As the debate develops, Salmond will justify the move on the grounds it will offer reassurance to those concerned about the capacity of an independent Scotland to meet certain 21st Century security needs. He'll also say that, two decades after the fall of the Berlin Wall, NATO no longer represents the ideological and destabilising force it did during the Cold War. 

By contrast, his opponents argue that it will limit the ability of the SNP to achieve one of its central goals: the removal from Scottish waters of British nuclear weapons. They claim that as a member of NATO – a defence alliance built on the principle of nuclear deterrence – Scotland would have an obligation to continue to host the UK's Trident system after having left the Union. They contend further that it is morally and intellectually inconsistent to advocate disarmament while enjoying the "benefits" of a nuclear defence pact underwritten by other countries.

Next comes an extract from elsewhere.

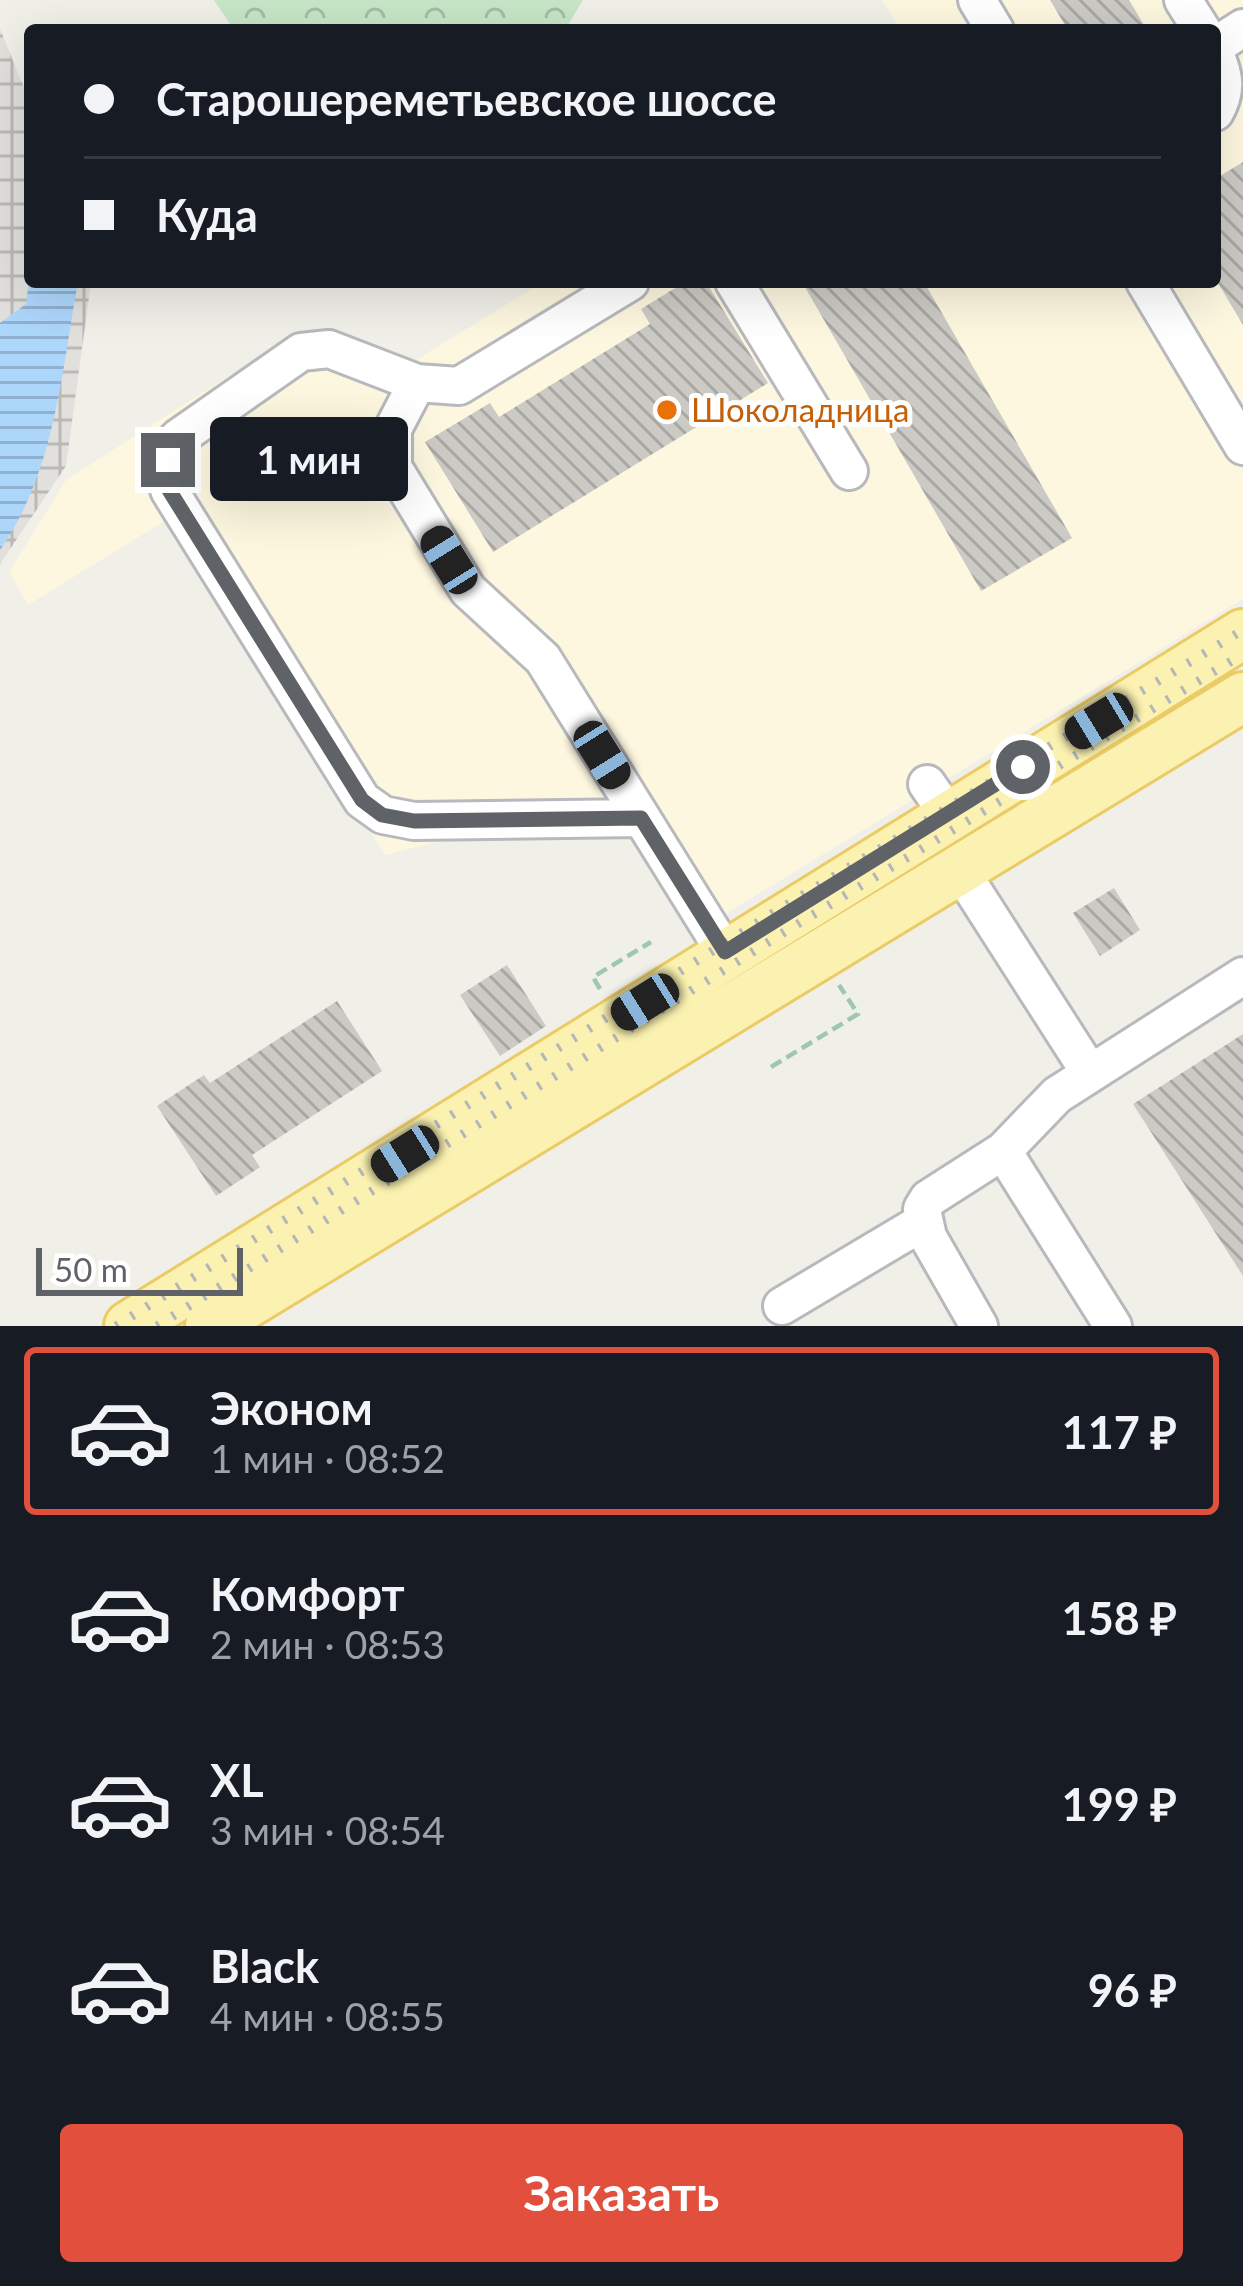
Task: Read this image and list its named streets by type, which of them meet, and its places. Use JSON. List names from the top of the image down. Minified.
{"places":["Шоколадница"],"scale_bar":"50 m","page":{"banner":["Старошереметьевское шоссе","Куда"],"bubble":"1 мин","scale":"50 m","list":[{"name":"Эконом","note":"1 мин · 08:52","value":"117 ₽"},{"name":"Комфорт","note":"2 мин · 08:53","value":"158 ₽"},{"name":"XL","note":"3 мин · 08:54","value":"199 ₽"},{"name":"Black","note":"4 мин · 08:55","value":"96 ₽"}],"buttons":"Заказать"}}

But these criticisms don’t stand up to much scrutiny. Firstly, if other NATO members, like Norway and Germany, can hold non-nuclear status there is no obvious reason why an independent Scotland can't. And secondly, nowhere in NATO's 2010 Strategic Concept agreement does it say that new members are required to develop nuclear weapons capacity, nor that existing members are required to indefinitely maintain those weapons they currently possess. In fact, in committing NATO "to the goal of creating the conditions of a world without nuclear weapons", the preface of the agreement implies the opposite. 

However, the real problem for Salmond doesn’t lie with his unionist rivals (who tend to attack pretty much everything he does) or with his own party (which, according to Professor James Mitchell, is already broadly on board). Rather, the danger for the nationalist chief is that in his drive to water down the most radical aspects of his party's programme – and therefore make the break-up of Britain more palatable to "middle-Scotland" – he is alienating left-wing and anti-militarist supporters of independence. 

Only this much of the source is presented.